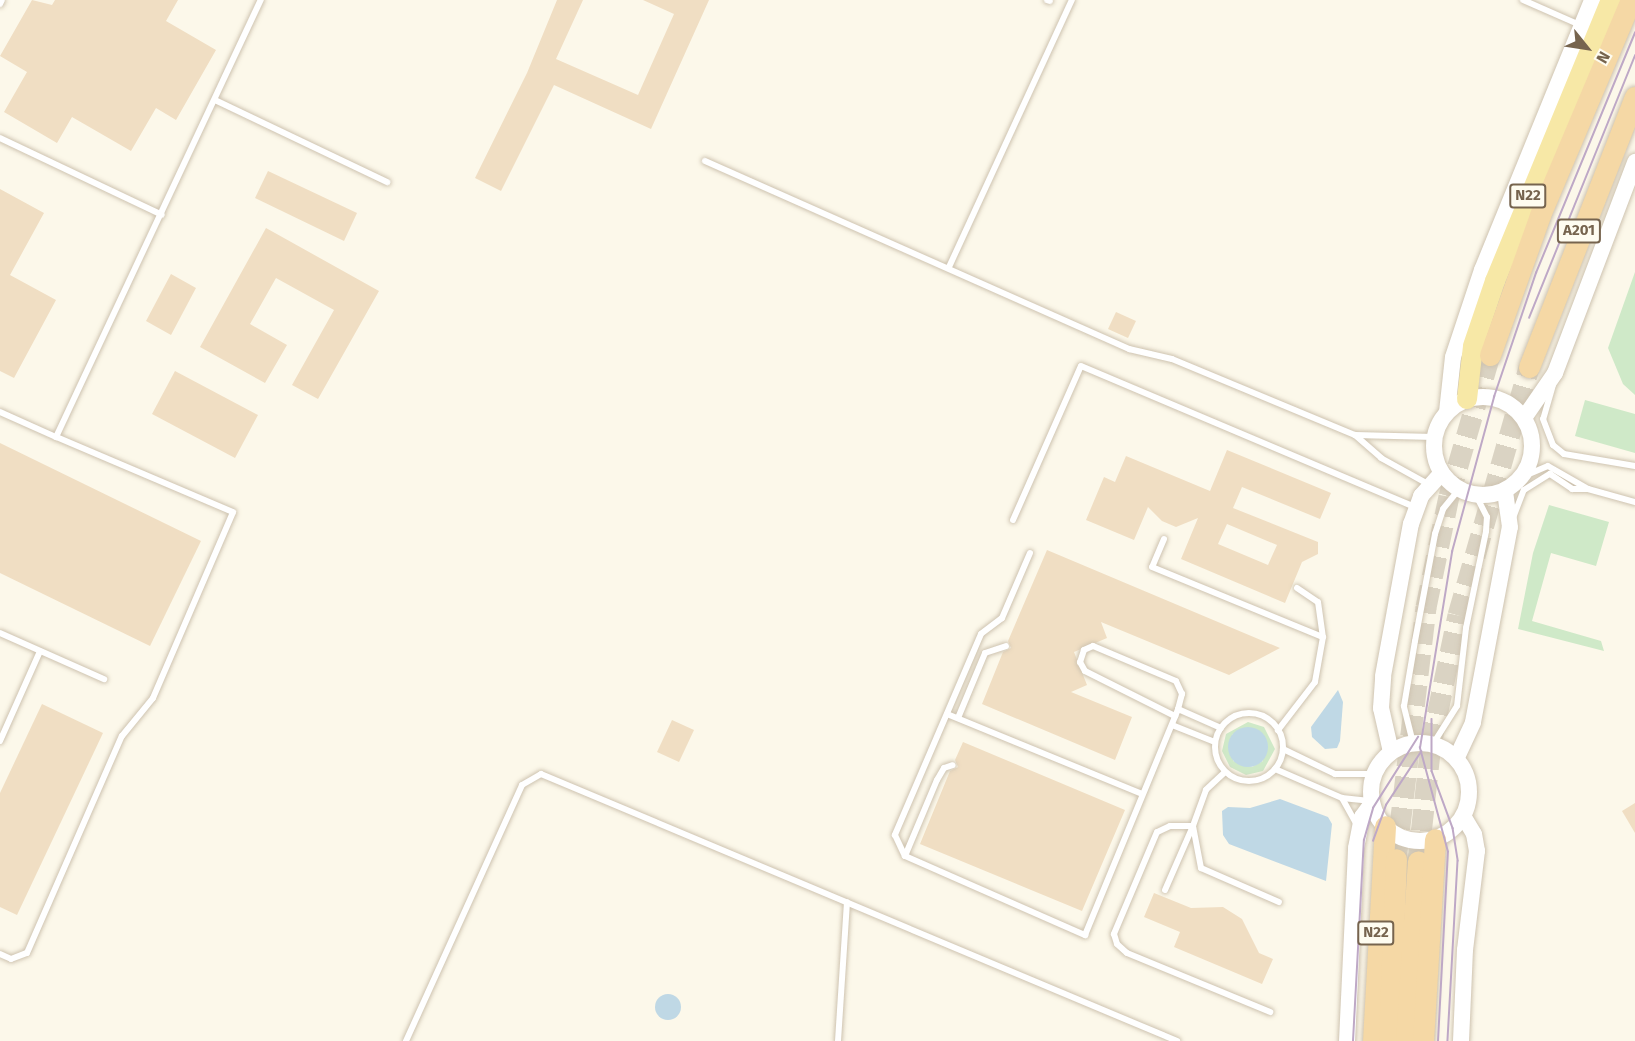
<!DOCTYPE html>
<style>
body{margin:0}
#map{position:relative;width:1635px;height:1041px;overflow:hidden;background:#fcf8ea;font-family:"Fira Sans",sans-serif}
div>[style]{position:absolute}
[style*='--x']{left:calc(var(--x)*1px);top:calc(var(--y)*1px);width:calc(var(--w)*1px);rotate:calc(var(--a)*1deg)}
.green>*{inset:0;background:#cfe9c8}
.water>*{inset:0;background:#bfd8e5}
.round{border-radius:50%}
.building>*{inset:0;background:#f0dec3}
.trunk-tunnel>*{height:21px;margin-top:-10.5px;transform-origin:0;background:repeating-linear-gradient(90deg,#dad3c3 0 21px,transparent 0 31px)}
.roads{filter:drop-shadow(0 0 2px #cec3b0) drop-shadow(0 0 2px #cec3b0)}
.service>*{height:6px;margin:-3px;padding:0 3px;transform-origin:3px;border-radius:3px;background:#fff}
.service>.ring{margin:-3px;padding:0;box-sizing:content-box;background:none;border:6px solid #fff;border-radius:50%}
.tertiary>*{height:16px;margin:-8px;padding:0 8px;transform-origin:8px;border-radius:8px;background:#fff}
.tertiary>.ring{margin:-8px;padding:0;box-sizing:content-box;background:none;border:16px solid #fff;border-radius:50%}
.primary>*{height:20px;margin:-10px;padding:0 10px;transform-origin:10px;border-radius:10px;background:#f7e8a6}
.trunk>*{height:21px;margin:-10.5px;padding:0 10.5px;transform-origin:10.5px;border-radius:10.5px;background:#f5d8a5}
.tram>*{height:1.5px;margin:-0.75px;padding:0 0.75px;transform-origin:0.75px;border-radius:0.75px;background:#bea8c6}
span{translate:-50% -50%;white-space:nowrap;text-align:center;line-height:1.15;-webkit-text-stroke:5px #fefcf0;paint-order:stroke}
.shield-label span{padding:2px 4px;background:#fefcf0;border:2px solid;border-radius:4px;-webkit-text-stroke-width:0}
.shield-label{font-size:15px;color:#76644e;font-weight:700}
.north{position:absolute;left:1557px;top:18px;width:60px;height:60px;-webkit-text-stroke:4px #fefcf0;paint-order:stroke;rotate:120deg;font-size:16px;font-weight:700;line-height:24px;text-align:center;color:#76644e}
.north::after{content:'';display:block;margin:auto;width:21px;height:27px;background:#76644e;clip-path:polygon(50% 0,100% 100%,50% 72%,0 100%)}
</style>
<div id="map">
<div class="green">
<i style="clip-path:polygon(1635px 272px,1635px 395px,1623px 384px,1608px 348px)"></i>
<i style="clip-path:polygon(1585px 400px,1635px 414px,1635px 453px,1575px 436px)"></i>
<i style="clip-path:polygon(1549px 505px,1609px 522px,1596px 566px,1551px 553px,1532px 621px,1601px 641px,1604px 651px,1518px 629px,1533px 553px)"></i>
<i style="clip-path:polygon(evenodd,1248px 722px,1264px 727px,1275px 749px,1263px 771px,1246px 775px,1230px 767px,1222px 751px,1226px 734px,1248px 722px,1243px 728px,1263px 761px,1252px 767px,1233px 761px,1232px 735px,1243px 728px)"></i>
</div>
<div class="water">
<i style="clip-path:polygon(1338px 690px,1343px 702px,1340px 741px,1337px 748px,1325px 749px,1312px 737px,1311px 727px)"></i>
<i class="round" style="left:1228px;top:727px;width:40px;height:40px"></i>
<i style="clip-path:polygon(1280px 799px,1328px 817px,1332px 824px,1326px 881px,1229px 844px,1223px 835px,1222px 811px,1228px 807px,1250px 808px)"></i>
<i class="round" style="left:655px;top:994px;width:26px;height:26px"></i>
</div>
<div class="building">
<i style="clip-path:polygon(32px 0,52px 5px,55px 0,178px 0,166px 21px,216px 50px,176px 120px,156px 108px,131px 151px,72px 117px,57px 143px,4px 112px,27px 72px,0 56px)"></i>
<i style="clip-path:polygon(557px 0,583px 0,556px 59px,638px 95px,674px 14px,643px 0,709px 0,651px 129px,554px 85px,501px 191px,475px 178px,527px 73px)"></i>
<i style="clip-path:polygon(268px 171px,357px 213px,344px 241px,255px 198px)"></i>
<i style="clip-path:polygon(0 189px,44px 213px,10px 275px,56px 300px,14px 378px,0 371px)"></i>
<i style="clip-path:polygon(266px 228px,379px 291px,318px 399px,292px 385px,334px 310px,276px 278px,250px 324px,287px 345px,265px 383px,200px 347px)"></i>
<i style="clip-path:polygon(171px 274px,196px 288px,171px 335px,146px 321px)"></i>
<i style="clip-path:polygon(1116px 312px,1136px 321px,1128px 338px,1108px 329px)"></i>
<i style="clip-path:polygon(175px 371px,258px 415px,235px 458px,152px 414px)"></i>
<i style="clip-path:polygon(0 443px,201px 541px,150px 646px,0 573px)"></i>
<i style="clip-path:polygon(evenodd,1227px 450px,1331px 493px,1320px 519px,1242px 487px,1233px 508px,1318px 542px,1318px 554px,1302px 562px,1285px 603px,1181px 559px,1198px 518px,1176px 527px,1162px 521px,1148px 507px,1134px 540px,1086px 520px,1104px 477px,1115px 482px,1126px 456px,1210px 491px,1227px 450px,1227px 524px,1277px 545px,1268px 565px,1218px 544px,1227px 524px)"></i>
<i style="clip-path:polygon(1047px 550px,1280px 648px,1229px 675px,1101px 622px,1107px 638px,1074px 652px,1087px 685px,1071px 692px,1132px 717px,1115px 760px,982px 704px,1003px 652px,1011px 648px,1008px 641px)"></i>
<i style="clip-path:polygon(42px 704px,103px 733px,17px 915px,0 907px,0 793px)"></i>
<i style="clip-path:polygon(672px 720px,694px 730px,679px 762px,657px 752px)"></i>
<i style="clip-path:polygon(963px 742px,1125px 810px,1082px 911px,920px 844px,950px 771px,958px 767px,955px 760px)"></i>
<i style="clip-path:polygon(1635px 803px,1635px 833px,1622px 811px)"></i>
<i style="clip-path:polygon(1154px 893px,1191px 908px,1223px 907px,1242px 919px,1259px 953px,1273px 959px,1262px 984px,1174px 947px,1180px 932px,1144px 917px)"></i>
</div>
<div class="trunk-tunnel">
<i style="--x:1396;--y:859;--w:254;--a:-83.2"></i>
<i style="--x:1426;--y:607;--w:113;--a:-78.3"></i>
<i style="--x:1449;--y:496;--w:147;--a:-73.8"></i>
<i style="--x:1418;--y:861;--w:118;--a:-83.7"></i>
<i style="--x:1431;--y:744;--w:132;--a:-78.2"></i>
<i style="--x:1458;--y:615;--w:258;--a:-74"></i>
</div>
<div class="roads">
<div class="service">
<i style="--x:1047;--y:0;--w:3;--a:18"></i>
<i style="--x:1523;--y:0;--w:62;--a:23.7"></i>
<i style="--x:0;--y:4;--w:4;--a:-63"></i>
<i style="--x:215;--y:100;--w:191;--a:25.5"></i>
<i style="--x:0;--y:138;--w:179;--a:25.4"></i>
<i style="--x:705;--y:161;--w:464;--a:23.9"></i>
<i style="--x:1129;--y:349;--w:44;--a:13.1"></i>
<i style="--x:1172;--y:359;--w:198;--a:22.6"></i>
<i style="--x:1355;--y:435;--w:79;--a:1.5"></i>
<i style="--x:949;--y:267;--w:294;--a:-65.3"></i>
<i style="--x:1553;--y:385;--w:35;--a:106"></i>
<i style="--x:1543;--y:419;--w:28;--a:69"></i>
<i style="--x:1553;--y:445;--w:14;--a:39"></i>
<i style="--x:1564;--y:454;--w:72;--a:9.6"></i>
<i style="--x:0;--y:412;--w:61;--a:24.1"></i>
<i style="--x:56;--y:437;--w:483;--a:-64.9"></i>
<i style="--x:1355;--y:435;--w:35;--a:41"></i>
<i style="--x:1381;--y:458;--w:54;--a:29"></i>
<i style="--x:1522;--y:477;--w:28;--a:-23"></i>
<i style="--x:1548;--y:466;--w:46;--a:29.9"></i>
<i style="--x:1588;--y:489;--w:49;--a:15.5"></i>
<i style="--x:1513;--y:518;--w:30;--a:-69"></i>
<i style="--x:1524;--y:490;--w:31;--a:-32"></i>
<i style="--x:1550;--y:474;--w:27;--a:34"></i>
<i style="--x:1572;--y:489;--w:16;--a:0"></i>
<i style="--x:1013;--y:520;--w:168;--a:-66.2"></i>
<i style="--x:1081;--y:366;--w:362;--a:22.9"></i>
<i style="--x:1164;--y:539;--w:30;--a:113"></i>
<i style="--x:1152;--y:567;--w:185;--a:22.3"></i>
<i style="--x:1323;--y:637;--w:46;--a:100.1"></i>
<i style="--x:1315;--y:682;--w:61;--a:127.6"></i>
<i style="--x:1030;--y:553;--w:71;--a:113.3"></i>
<i style="--x:1002;--y:618;--w:26;--a:143"></i>
<i style="--x:981;--y:634;--w:219;--a:113.2"></i>
<i style="--x:895;--y:835;--w:23;--a:65"></i>
<i style="--x:905;--y:856;--w:197;--a:23.7"></i>
<i style="--x:1085;--y:935;--w:244;--a:-67.6"></i>
<i style="--x:1178;--y:709;--w:16;--a:-75"></i>
<i style="--x:1182;--y:694;--w:14;--a:-115"></i>
<i style="--x:1176;--y:681;--w:90;--a:-157.1"></i>
<i style="--x:1093;--y:646;--w:10;--a:156"></i>
<i style="--x:1084;--y:650;--w:13;--a:108"></i>
<i style="--x:1080;--y:662;--w:10;--a:61"></i>
<i style="--x:1085;--y:671;--w:101;--a:26.6"></i>
<i style="--x:1297;--y:588;--w:25;--a:34"></i>
<i style="--x:1318;--y:602;--w:35;--a:82"></i>
<i style="--x:0;--y:633;--w:114;--a:23.9"></i>
<i style="--x:1178;--y:709;--w:47;--a:23.8"></i>
<i class="ring" style="left:1215px;top:713px;width:62px;height:62px"></i>
<i style="--x:947;--y:714;--w:211;--a:22.3"></i>
<i style="--x:958;--y:718;--w:70;--a:-67.4"></i>
<i style="--x:985;--y:653;--w:22;--a:-18"></i>
<i style="--x:1172;--y:725;--w:46;--a:21.6"></i>
<i style="--x:0;--y:741;--w:98;--a:-66"></i>
<i style="--x:1413;--y:743;--w:38;--a:-104"></i>
<i style="--x:1404;--y:706;--w:66;--a:-80.4"></i>
<i style="--x:1415;--y:641;--w:109;--a:-79.4"></i>
<i style="--x:1435;--y:534;--w:26;--a:-72"></i>
<i style="--x:1443;--y:509;--w:26;--a:-51"></i>
<i style="--x:1433;--y:744;--w:45;--a:-57.7"></i>
<i style="--x:1457;--y:706;--w:79;--a:-83.4"></i>
<i style="--x:1466;--y:628;--w:99;--a:-78.3"></i>
<i style="--x:1486;--y:531;--w:14;--a:-86"></i>
<i style="--x:1487;--y:517;--w:25;--a:-117"></i>
<i style="--x:1283;--y:749;--w:58;--a:25.7"></i>
<i style="--x:1335;--y:774;--w:39;--a:0"></i>
<i style="--x:1275;--y:769;--w:73;--a:23.4"></i>
<i style="--x:1342;--y:798;--w:30;--a:6"></i>
<i style="--x:1225;--y:772;--w:26;--a:137"></i>
<i style="--x:1206;--y:790;--w:38;--a:110"></i>
<i style="--x:1193;--y:826;--w:43;--a:79.2"></i>
<i style="--x:1201;--y:868;--w:85;--a:23.6"></i>
<i style="--x:1342;--y:798;--w:29;--a:61"></i>
<i style="--x:905;--y:856;--w:82;--a:-67.2"></i>
<i style="--x:937;--y:780;--w:14;--a:-60"></i>
<i style="--x:944;--y:768;--w:9;--a:-18"></i>
<i style="--x:1165;--y:890;--w:70;--a:-66.4"></i>
<i style="--x:1193;--y:826;--w:23;--a:180"></i>
<i style="--x:1170;--y:826;--w:14;--a:155"></i>
<i style="--x:1157;--y:832;--w:111;--a:112.9"></i>
<i style="--x:1114;--y:934;--w:10;--a:73"></i>
<i style="--x:1117;--y:944;--w:13;--a:42"></i>
<i style="--x:1127;--y:953;--w:155;--a:22.4"></i>
<i style="--x:0;--y:954;--w:12;--a:24"></i>
<i style="--x:11;--y:959;--w:17;--a:-21"></i>
<i style="--x:27;--y:953;--w:237;--a:-66.4"></i>
<i style="--x:122;--y:736;--w:49;--a:-50.8"></i>
<i style="--x:153;--y:698;--w:202;--a:-66.7"></i>
<i style="--x:233;--y:512;--w:192;--a:-157"></i>
<i style="--x:406;--y:1041;--w:281;--a:-65.6"></i>
<i style="--x:522;--y:785;--w:22;--a:-30"></i>
<i style="--x:541;--y:774;--w:690;--a:22.77"></i>
<i style="--x:838;--y:1041;--w:139;--a:-86.3"></i>
</div>
<div class="tertiary">
<i class="ring" style="left:1434px;top:397px;width:82px;height:82px"></i>
<i style="--x:1447;--y:412;--w:55;--a:-83.8"></i>
<i style="--x:1453;--y:357;--w:92;--a:-71.6"></i>
<i style="--x:1482;--y:270;--w:292;--a:-67.8"></i>
<i style="--x:1524;--y:418;--w:55;--a:-55.4"></i>
<i style="--x:1555;--y:373;--w:226;--a:-69.2"></i>
<i class="ring" style="left:1371px;top:743px;width:82px;height:82px"></i>
<i style="--x:1391;--y:752;--w:45;--a:-102.8"></i>
<i style="--x:1381;--y:708;--w:32;--a:-86"></i>
<i style="--x:1383;--y:676;--w:155;--a:-79.6"></i>
<i style="--x:1411;--y:524;--w:30;--a:-70"></i>
<i style="--x:1421;--y:496;--w:31;--a:-48"></i>
<i style="--x:1457;--y:757;--w:38;--a:-65"></i>
<i style="--x:1473;--y:722;--w:198;--a:-79.3"></i>
<i style="--x:1510;--y:527;--w:37;--a:-98"></i>
<i style="--x:1347;--y:1041;--w:193;--a:-87.3"></i>
<i style="--x:1356;--y:848;--w:32;--a:-79"></i>
<i style="--x:1362;--y:817;--w:17;--a:-54"></i>
<i style="--x:1461;--y:1041;--w:91;--a:-87.5"></i>
<i style="--x:1465;--y:950;--w:100;--a:-83.1"></i>
<i style="--x:1477;--y:851;--w:17;--a:-100"></i>
<i style="--x:1474;--y:834;--w:21;--a:-121"></i>
</div>
<div class="primary">
<i style="--x:1467;--y:399;--w:53;--a:-83.5"></i>
<i style="--x:1473;--y:346;--w:69;--a:-71.3"></i>
<i style="--x:1495;--y:281;--w:304;--a:-67.6"></i>
</div>
<div class="trunk">
<i style="--x:1490;--y:355;--w:149;--a:-70.3"></i>
<i style="--x:1540;--y:215;--w:233;--a:-67.1"></i>
<i style="--x:1529;--y:367;--w:290;--a:-68.6"></i>
<i style="--x:1373;--y:1041;--w:215;--a:-86.8"></i>
<i style="--x:1389;--y:1041;--w:182;--a:-87.8"></i>
<i style="--x:1406;--y:1041;--w:180;--a:-86.2"></i>
<i style="--x:1423;--y:1041;--w:202;--a:-86.6"></i>
</div>
</div>
<div class="tram">
<i style="--x:1529;--y:318;--w:283;--a:-68"></i>
<i style="--x:1432;--y:719;--w:52;--a:90"></i>
<i style="--x:1432;--y:771;--w:61;--a:69.8"></i>
<i style="--x:1453;--y:828;--w:33;--a:81"></i>
<i style="--x:1458;--y:861;--w:180;--a:93.2"></i>
<i style="--x:1373;--y:841;--w:38;--a:-70"></i>
<i style="--x:1386;--y:805;--w:64;--a:-56.6"></i>
<i style="--x:1353;--y:1041;--w:201;--a:-86.9"></i>
<i style="--x:1364;--y:840;--w:33;--a:-74"></i>
<i style="--x:1373;--y:808;--w:84;--a:-57.6"></i>
<i style="--x:1438;--y:1041;--w:189;--a:-87"></i>
<i style="--x:1448;--y:852;--w:108;--a:-105.1"></i>
<i style="--x:1420;--y:748;--w:199;--a:-80.7"></i>
<i style="--x:1452;--y:552;--w:161;--a:-74.8"></i>
<i style="--x:1494;--y:397;--w:131;--a:-71.3"></i>
<i style="--x:1536;--y:273;--w:260;--a:-67.6"></i>
</div>
<div class="shield-label">
<span style="left:1528px;top:196px">N22</span>
<span style="left:1579px;top:231px">A201</span>
<span style="left:1376px;top:933px">N22</span>
</div>
<div class="north">N</div>
</div>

*-*-*

Your objective:
Which lines of the records hold the string "content"? Copy each one.

Task result:
.service>.ring{margin:-3px;padding:0;box-sizing:content-box;background:none;border:6px solid #fff;border-radius:50%}
.tertiary>.ring{margin:-8px;padding:0;box-sizing:content-box;background:none;border:16px solid #fff;border-radius:50%}
.north::after{content:'';display:block;margin:auto;width:21px;height:27px;background:#76644e;clip-path:polygon(50% 0,100% 100%,50% 72%,0 100%)}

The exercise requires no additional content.